Pantaenius: Capacity could be tested by hurricane season

Yves Le Marquand
By Yves Le Marquand May 20, 2021 13:42

Pantaenius: Capacity could be tested by hurricane season

The capacity of A rated yacht insurance could be tested if an Atlantic hurricane season similar to 2017’s was to happen again, Jane Smith, Pantaenius’ head of commercial partnerships told Superyacht Investor.

In 2018 there was a major reduction in capacity, as lots of insurance providers left the market. “Fortunately, there has not been a significant Atlantic hurricane season, since Harvey, Irma and Maria (HIM) in 2017, or there could have been a real danger of not enough A rated yacht capacity being available. Since 2018 there has been a stabilisation in the market, but it will be interesting to see what happens if there is a severe windstorm season or if there is a major loss on one of the larger yacht facilities.”
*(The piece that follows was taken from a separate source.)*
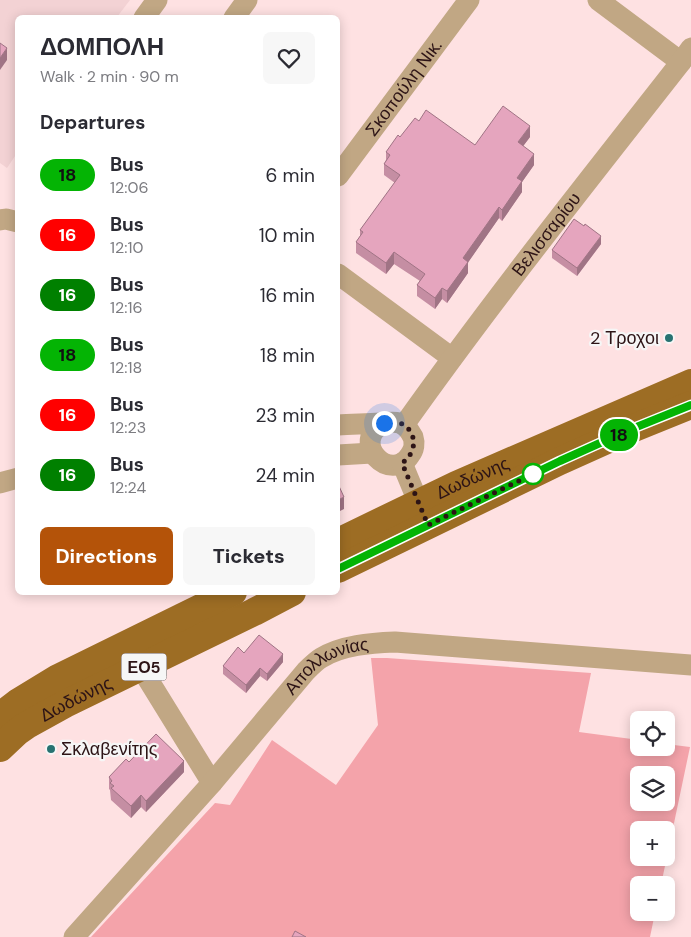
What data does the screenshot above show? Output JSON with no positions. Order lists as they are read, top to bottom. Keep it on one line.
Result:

Although the market has stabilised, Smith told SYI certain segments are cherry picking” the risks that they want to be competitive on. Indirectly this is having a negative impact on the remainder of vessels. Insurers have not been less willing to provide insurance in the past year, but some will be more impacted than others, said Smith.

As for the pandemic’s impact, Pantaenius initially saw a flurry of enquiries as owners looked to reduce costs, enquire about movement of crew and reduced staffing and policy renewals. “People shopping around to try and reduce costs, as the pandemic coincided with the end of the market reset, in terms of rate increases,” said Smith.

This has stabilised now, in all areas, and Pantaenius is seeing a “normal, healthy year” so far, albeit with some Covid-19 outbreaks on board yachts, which leads to protection and indemnity (P&I) claims and some changes to cruising itineraries.

Whilst travel has been restricted, getting the right people in the right place at the right time has been the biggest challenge – impacting crew, yachts and availability of surveyors for example.

Although the issue of players leaving the market has slowed for now, incidents like the grounding of the Evergiven in the Suez Canal could have a major impact on the yacht business.

“Directly there is no impact but indirectly there is, potentially, a major impact,” said Smith. “The Evergreen claim is one that will affect most insurers that participate on the International Group liability placement. If any of those insurers are then put under underwriting pressure it could effect their continued participation in certain sectors of the marine market. This may include yacht business.”